With the Independence Day holiday weekend now behind us, I've been thinking about the concept of freedom. This is hardly unplowed ground, of course. Along with the founding documents of the United States and countless other countries, freedom's contours have been explored by scholars over the centuries and across the political spectrum. FDR's famous "Four Freedoms Speech" -- describing freedoms of speech and expression, to worship, from want, and from fear -- sets a rather high standard as well. For a simple blog post on a Monday morning, I offer two much more modest thoughts.
First, freedom is one of those words whose meaning has become hopelessly muddled. Along the lines of the argument from George Orwell that I noted in a post last week, this lack of clarity makes the word both potent for demagogues and -- more to Orwell's larger point -- potentially confusing for its users. If we do not really know what we mean when we use the word freedom, invoking it can be meaningless at best and misleading at worst. For example, an advertisement for Dan Rather's new show on HDNet shows an unidentified soldier or militant of some sort, wearing a mask and being interviewed by Rather. The interviewee says: "We want freedom, and we are willing to die for it."

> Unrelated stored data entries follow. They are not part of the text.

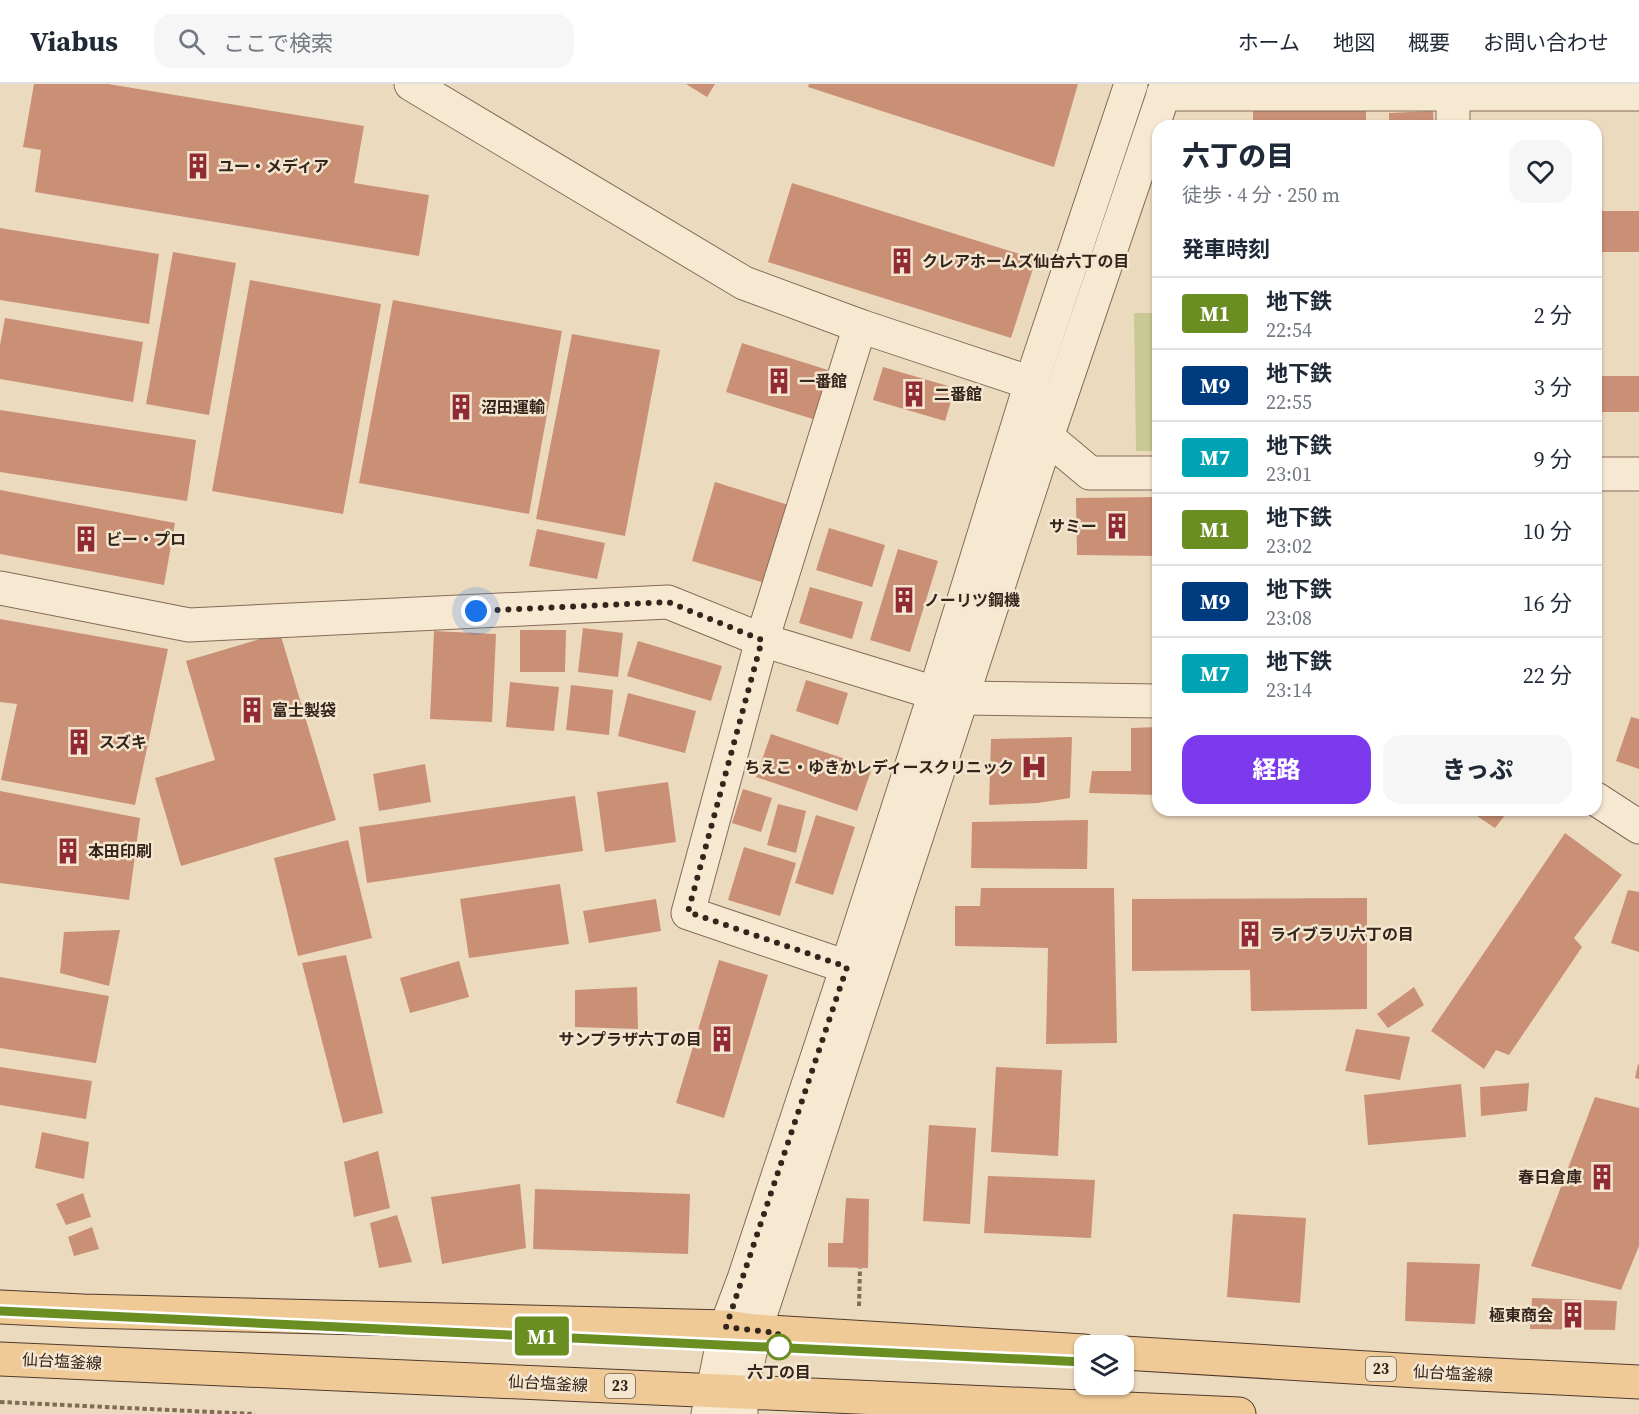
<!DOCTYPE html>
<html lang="ja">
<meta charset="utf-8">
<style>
body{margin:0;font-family:"Source Serif 4","Noto Sans JP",serif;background:#f6f6f7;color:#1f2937;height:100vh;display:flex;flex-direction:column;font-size:22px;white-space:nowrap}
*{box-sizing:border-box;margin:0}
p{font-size:20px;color:#747a83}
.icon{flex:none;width:33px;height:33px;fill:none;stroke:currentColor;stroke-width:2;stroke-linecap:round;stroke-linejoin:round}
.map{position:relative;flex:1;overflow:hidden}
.side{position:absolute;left:1152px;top:36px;width:450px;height:696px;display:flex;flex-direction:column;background:#fff;border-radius:18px;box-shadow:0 2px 4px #0004}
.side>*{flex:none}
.badge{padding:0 12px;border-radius:4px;font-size:21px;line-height:39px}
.tools{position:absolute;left:1074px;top:1251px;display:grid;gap:12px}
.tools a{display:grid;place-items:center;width:60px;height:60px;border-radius:12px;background:#fff;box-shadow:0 2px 4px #0004;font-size:30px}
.you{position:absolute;width:30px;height:30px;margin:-15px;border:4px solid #fff;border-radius:50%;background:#1a73e8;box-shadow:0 0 0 9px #1a73e833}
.map>.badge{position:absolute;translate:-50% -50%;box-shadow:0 0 0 3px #fff}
h2{padding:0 30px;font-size:22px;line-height:54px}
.round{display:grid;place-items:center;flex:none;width:63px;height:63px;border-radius:18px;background:#f6f6f7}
.head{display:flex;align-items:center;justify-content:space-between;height:102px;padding:0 30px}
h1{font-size:28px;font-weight:800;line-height:45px}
.primary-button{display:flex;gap:12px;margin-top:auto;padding:12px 30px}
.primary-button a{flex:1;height:69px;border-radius:18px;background:#7c3aed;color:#fff;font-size:24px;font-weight:800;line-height:69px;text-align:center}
.primary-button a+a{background:#f6f6f7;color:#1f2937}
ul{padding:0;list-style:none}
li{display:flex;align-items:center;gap:18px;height:72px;padding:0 30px;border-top:2px solid #e0e1e3}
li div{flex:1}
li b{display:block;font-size:22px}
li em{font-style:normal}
li .badge{min-width:66px;font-weight:700;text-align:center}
header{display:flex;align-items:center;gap:36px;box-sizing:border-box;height:84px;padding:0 30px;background:#fff;border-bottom:2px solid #e0e1e3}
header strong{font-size:28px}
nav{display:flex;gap:33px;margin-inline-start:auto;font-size:21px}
.search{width:420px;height:54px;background:#f6f6f7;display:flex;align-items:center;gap:15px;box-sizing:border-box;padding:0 21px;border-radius:18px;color:#747a83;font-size:22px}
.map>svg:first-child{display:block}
</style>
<header>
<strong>Viabus</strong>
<div class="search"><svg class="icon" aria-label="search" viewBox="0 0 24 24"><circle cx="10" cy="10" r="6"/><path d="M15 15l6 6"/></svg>ここで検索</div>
<nav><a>ホーム</a><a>地図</a><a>概要</a><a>お問い合わせ</a></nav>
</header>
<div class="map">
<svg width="1639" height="1330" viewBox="0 0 1639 1330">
<rect width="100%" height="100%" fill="#ecdabf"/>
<path fill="#c8c994" d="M1134 229H1158V367H1136Z"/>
<g fill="#c99076">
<path d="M34 0H108L364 42 354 99 429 111 419 172 35 108 41 66 23 63Z"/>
<path d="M686 0H715L707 13Z"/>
<path d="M809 0H1078L1054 83 808 3Z"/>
<path d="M1366 19V42H1253V21Z"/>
<path d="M1433 27 1434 42H1389V29Z"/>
<path d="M792 99 1036 175 1011 254 768 178Z"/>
<rect x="1596" y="127" width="43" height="41"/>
<path d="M0 144 159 170 149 240 0 216Z"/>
<path d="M173 168 236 179 209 331 146 320Z"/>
<path d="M250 196 381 220 343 430 212 407Z"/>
<path d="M393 216 562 247 529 430 359 399Z"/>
<path d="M5 234 143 258 133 318 0 295V261Z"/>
<path d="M572 250 660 266 625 452 536 435Z"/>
<path d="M742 259 831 287 816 336 726 308Z"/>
<path d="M883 283 955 304 945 337 873 316Z"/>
<rect x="1596" y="292" width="43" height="36"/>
<path d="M0 326 196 356 187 417 0 388Z"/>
<path d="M715 398 792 422 768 500 692 477Z"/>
<path d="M0 406 175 439 164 501 0 470Z"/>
<path d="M1158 413V472L1077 471 1076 414Z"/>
<path d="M829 444 885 461 872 503 816 486Z"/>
<path d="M537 445 605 459 597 495 529 482Z"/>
<path d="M898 465 938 477 910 568 870 556Z"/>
<path d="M810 503 863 518 852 555 799 539Z"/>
<path d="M0 535 168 565 135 721 1 696 17 620 0 618Z"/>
<path d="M583 544 623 549 618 593 578 588Z"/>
<path d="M520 546H566L565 588H520Z"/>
<path d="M434 547 496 550 492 638 430 635Z"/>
<path d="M280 549 336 736 181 782 155 694 215 676 186 577Z"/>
<path d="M638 557 722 582 711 617 627 592Z"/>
<path d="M806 596 848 609 838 641 796 627Z"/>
<path d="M510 598 559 603 554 647 506 643Z"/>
<path d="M571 601 613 606 609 651 566 646Z"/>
<path d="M628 609 696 627 685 669 618 652Z"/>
<path d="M1631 633 1639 635V685L1616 677Z"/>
<path d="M1158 643V711L1089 709 1092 687H1131V644Z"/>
<path d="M771 650 872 684 857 727 756 693Z"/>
<path d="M1072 653 1070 714 1038 719 989 721 991 655Z"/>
<path d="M425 680 431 718 379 727 373 690Z"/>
<path d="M668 698 676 758 605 768 597 708Z"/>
<path d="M743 705 772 714 761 748 732 739Z"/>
<path d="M0 707 140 734 129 816 0 799Z"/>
<path d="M575 712 583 767 367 799 359 743Z"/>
<path d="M778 720 806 727 796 769 767 761Z"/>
<path d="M1468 726H1509L1495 744Z"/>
<path d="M816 731 855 743 833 811 795 799Z"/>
<path d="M1088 736 1087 785 971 784 972 738Z"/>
<path d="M1565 749 1622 791 1574 854 1582 863 1509 971 1496 966 1484 985 1431 947Z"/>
<path d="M348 756 372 854 298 872 274 774Z"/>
<path d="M744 763 796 779 780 832 728 816Z"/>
<path d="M560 800 569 860 469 874 460 815Z"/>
<path d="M981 804H1114L1117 959 1046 960 1048 864 955 862V822H980Z"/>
<path d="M1628 806 1639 808V868L1611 859Z"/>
<path d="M1367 814V925L1251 927 1250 886 1132 887V815Z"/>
<path d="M656 815 661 847 589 859 583 827Z"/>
<path d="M120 846 109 902 60 889 64 848Z"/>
<path d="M346 871 383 1029 343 1039 302 879Z"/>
<path d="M719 876 768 891 724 1034 676 1019Z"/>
<path d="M459 877 469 913 410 929 400 894Z"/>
<path d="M0 893 109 912 96 979 0 964Z"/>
<path d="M637 903 638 945 575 943V906Z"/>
<path d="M1414 903 1424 921 1388 944 1377 930Z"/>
<path d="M1356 945 1410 953 1400 996 1345 987Z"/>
<path d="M1638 980 1639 981V995L1635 994Z"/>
<path d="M0 983 92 997 86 1035 0 1021Z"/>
<path d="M996 983 1062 986 1058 1072 991 1068Z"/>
<path d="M1529 999 1527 1027 1481 1032 1480 1003Z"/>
<path d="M1461 1000 1466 1053 1368 1061 1364 1011Z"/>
<path d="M1595 1013 1639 1024V1162L1621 1206 1531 1182Z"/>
<path d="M929 1041 976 1044 970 1140 923 1137Z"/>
<path d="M42 1048 89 1058 84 1095 35 1084Z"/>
<path d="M378 1067 390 1124 354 1133 344 1078Z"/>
<path d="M988 1092 1095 1096 1091 1154 984 1149Z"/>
<path d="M520 1100 526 1164 442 1180 431 1113Z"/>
<path d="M535 1105 690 1110 688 1170 533 1165Z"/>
<path d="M83 1109 91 1133 66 1141 56 1120Z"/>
<path d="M846 1114 869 1115 868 1184 828 1183V1159H843Z"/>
<path d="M1233 1130 1306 1134 1300 1219 1227 1213Z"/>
<path d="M397 1131 412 1178 379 1184 370 1139Z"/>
<path d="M92 1143 99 1165 74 1172 68 1153Z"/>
<path d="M1407 1178 1480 1180 1475 1240 1405 1237Z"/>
<path d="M1532 1214 1617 1217 1615 1246 1530 1245Z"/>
</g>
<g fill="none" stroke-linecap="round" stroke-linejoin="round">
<g stroke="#846b58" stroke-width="35">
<g id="minor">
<path d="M411 0 744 199 860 242 1031 299 1047 353 1090 389H1158"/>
<path d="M1163 10H1639"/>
<path d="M1453 10V42"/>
<path d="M1596 390H1639"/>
<path d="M0 504 189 541 668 518 762 556 935 609"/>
<path d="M962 614 1158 617"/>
<path d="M1596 715 1639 743"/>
<path d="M847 883 688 829 762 556 860 242"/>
</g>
</g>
<g stroke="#846b58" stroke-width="35">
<g id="tertiary">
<path d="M708 1330 726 1243 744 1195 847 883 935 609 1031 299 1131 0"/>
<path d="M741 1330V1308L755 1247 1047 353 1167 0"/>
</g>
</g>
<g stroke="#513a2d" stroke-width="35">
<g id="primary">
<path d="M0 1223 83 1227 726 1243 755 1247 1084 1267"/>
<path d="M1124 1269 1417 1287 1639 1298"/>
<path d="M0 1275 1239 1330"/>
</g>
</g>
<g stroke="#846b58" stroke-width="4" stroke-dasharray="4.5 3" stroke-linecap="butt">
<path d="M859 1222 860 1184"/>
<path d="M0 1318 255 1330"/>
</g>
<use href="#minor" stroke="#f7e8d2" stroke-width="33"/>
<use href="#tertiary" stroke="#f7e8d2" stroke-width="33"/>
<use href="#primary" stroke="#efca97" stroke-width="33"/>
</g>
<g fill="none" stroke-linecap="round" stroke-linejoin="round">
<g stroke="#fff" stroke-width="14">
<path id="line" d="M0 1227 1084 1278"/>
</g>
<use href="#line" stroke="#6b8e23" stroke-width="9"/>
<path stroke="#34251c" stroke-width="6" stroke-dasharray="0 10.8" d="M476 527 668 518 762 556 688 828 847 883 726 1243 778 1249 779 1263"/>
</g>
<defs>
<g id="building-bare" transform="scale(2.07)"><path d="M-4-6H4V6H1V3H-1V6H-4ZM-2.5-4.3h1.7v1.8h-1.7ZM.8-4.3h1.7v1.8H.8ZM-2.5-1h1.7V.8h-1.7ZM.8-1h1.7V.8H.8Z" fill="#902b36" stroke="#f4e5ce" stroke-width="2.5" paint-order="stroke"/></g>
<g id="hospital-bare" transform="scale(2.07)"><path d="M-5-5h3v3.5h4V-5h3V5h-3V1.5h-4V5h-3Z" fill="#902b36" stroke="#f4e5ce" stroke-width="2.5" paint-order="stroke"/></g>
</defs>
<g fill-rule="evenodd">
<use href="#building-bare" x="198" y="82"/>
<use href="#building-bare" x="902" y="177"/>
<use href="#building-bare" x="779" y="297"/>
<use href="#building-bare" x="914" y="310"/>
<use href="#building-bare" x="461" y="323"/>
<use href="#building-bare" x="1117" y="442"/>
<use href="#building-bare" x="86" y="455"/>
<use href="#building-bare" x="904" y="516"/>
<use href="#building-bare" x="252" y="626"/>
<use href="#building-bare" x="79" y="658"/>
<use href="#hospital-bare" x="1034" y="683"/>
<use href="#building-bare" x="68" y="767"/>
<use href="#building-bare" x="1250" y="850"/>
<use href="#building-bare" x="722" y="955"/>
<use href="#building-bare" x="1602" y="1093"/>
<use href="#building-bare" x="1573" y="1231"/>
</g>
<circle fill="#fff" stroke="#6b8e23" stroke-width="3" cx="779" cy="1263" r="12"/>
<g text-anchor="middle" stroke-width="5" stroke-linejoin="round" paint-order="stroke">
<g fill="#f4e5ce" stroke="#6e5f51" stroke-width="1.5">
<rect x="1366" y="1273" width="30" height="24" rx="4.5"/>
<rect x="605" y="1290" width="30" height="24" rx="4.5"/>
</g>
<g font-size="15" font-weight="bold" fill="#34251c">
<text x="1381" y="1290">23</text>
<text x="620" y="1307">23</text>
</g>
<g font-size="16" font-weight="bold" fill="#34251c" stroke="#f4e5ce" text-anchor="start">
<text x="218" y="88">ユー・メディア</text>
<text x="922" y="183">クレアホームズ仙台六丁の目</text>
<text x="799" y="303">一番館</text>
<text x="934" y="316">二番館</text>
<text x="481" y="329">沼田運輸</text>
<text x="1097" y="448" text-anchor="end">サミー</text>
<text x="106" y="461">ビー・プロ</text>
<text x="924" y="522">ノーリツ鋼機</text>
<text x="272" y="632">富士製袋</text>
<text x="99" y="664">スズキ</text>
<text x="1014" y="689" text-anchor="end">ちえこ・ゆきかレディースクリニック</text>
<text x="88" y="773">本田印刷</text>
<text x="1270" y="856">ライブラリ六丁の目</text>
<text x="702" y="961" text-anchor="end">サンプラザ六丁の目</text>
<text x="1582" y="1099" text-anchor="end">春日倉庫</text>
<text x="1553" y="1237" text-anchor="end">極東商会</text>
</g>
<g font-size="16" fill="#34251c" stroke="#f4e5ce">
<text transform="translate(62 1277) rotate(3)" y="6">仙台塩釜線</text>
<text transform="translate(1453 1289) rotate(3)" y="6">仙台塩釜線</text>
<text transform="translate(548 1299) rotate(3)" y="6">仙台塩釜線</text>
</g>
<g font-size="16" font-weight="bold" fill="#34251c" stroke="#f4e5ce">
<text x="779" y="1294">六丁の目</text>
</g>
</g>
</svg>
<div class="tools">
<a><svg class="icon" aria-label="layers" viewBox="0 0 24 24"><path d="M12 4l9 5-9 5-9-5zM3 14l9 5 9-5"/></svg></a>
</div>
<div class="you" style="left:476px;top:527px"></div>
<b class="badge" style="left:542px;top:1252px;background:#6b8e23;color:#fff">M1</b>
<section class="side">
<div class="head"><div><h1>六丁の目</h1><p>徒歩 · 4 分 · 250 m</p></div><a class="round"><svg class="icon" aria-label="heart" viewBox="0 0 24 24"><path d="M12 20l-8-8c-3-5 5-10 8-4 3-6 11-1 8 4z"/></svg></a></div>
<h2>発車時刻</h2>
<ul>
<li><span class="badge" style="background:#6b8e23;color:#fff">M1</span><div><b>地下鉄</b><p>22:54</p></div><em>2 分</em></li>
<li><span class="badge" style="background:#003b80;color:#fff">M9</span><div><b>地下鉄</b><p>22:55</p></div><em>3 分</em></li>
<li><span class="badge" style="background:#00a3b4;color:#fff">M7</span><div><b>地下鉄</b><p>23:01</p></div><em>9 分</em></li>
<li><span class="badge" style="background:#6b8e23;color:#fff">M1</span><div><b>地下鉄</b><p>23:02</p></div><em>10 分</em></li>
<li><span class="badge" style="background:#003b80;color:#fff">M9</span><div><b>地下鉄</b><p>23:08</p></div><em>16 分</em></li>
<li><span class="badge" style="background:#00a3b4;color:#fff">M7</span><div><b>地下鉄</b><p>23:14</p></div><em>22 分</em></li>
</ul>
<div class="primary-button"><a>経路</a><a>きっぷ</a></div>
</section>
</div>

What does this person really want when he says that he will die for freedom? If, as we often believe, the U.S. is the model of freedom, what part of what we have is worth fighting to replicate elsewhere? A bicameral legislature? Adoption of the Bill of Rights? The Bush administration has often acted as if holding contested elections is both necessary and sufficient to declare that a country has been given "freedom," which merely demonstrates the point that meaningless words can lead to muddled or disastrous policy choices. "We gave them elections, so they have freedom. Why isn't everything better now?" Although it is easy to imagine that some people in positions of power use the word cynically, it seems at least plausible that much of the difficulty stems from insufficient appreciation that the word freedom has become a feel-good word that means everything and nothing.
Second, beyond abstract concepts of freedom in the context of constitutions and governance, what does freedom mean in people's lives? Again, this is hardly a new question, and it would be too ambitious to hope to add much to the idea that many of the freedoms that Americans often debate are meaningless to people without enough food to eat. Still, one of the concepts that, I strongly suspect, Dan Rather's freedom fighter most likely did not have in mind was expanding freedom to vulnerable groups in society. Almost twenty years ago, for example, I had occasion to drive across the United States alone. One afternoon, I stopped for gas in the middle of Wyoming. Even dressed in casual summer clothes, I couldn't help feeling great discomfort and even fear for my safety as I waited for the tank to fill up. The men at the gas station made it very clear that I was an outsider and that I should leave quickly, which I did. As I drove away, I thought, what if I were a woman, or black? Would I have even considered stopping there? What if I had no choice? With that as a possibility, would I even have considered driving across the country alone in the first place? At that moment, freedom took on a meaning that was quited unexpected (though, I readily admit, hardly novel). As a white male in America, I had the freedom to do something that I wanted to do, and that very freedom was fundamentally tied to the fact that I did not have to worry about my personal safety before deciding whether to do it.
The freedom to get in one's car and drive across the country might seem a bit frivolous -- especially given climate change and the price of gas -- but the larger point is that freedom can sometimes be captured in what we take for granted. We still have some distance to travel before we can say that all Americans, much less all human beings, enjoy the same freedoms. We would do well, at least, to stop using the word casually.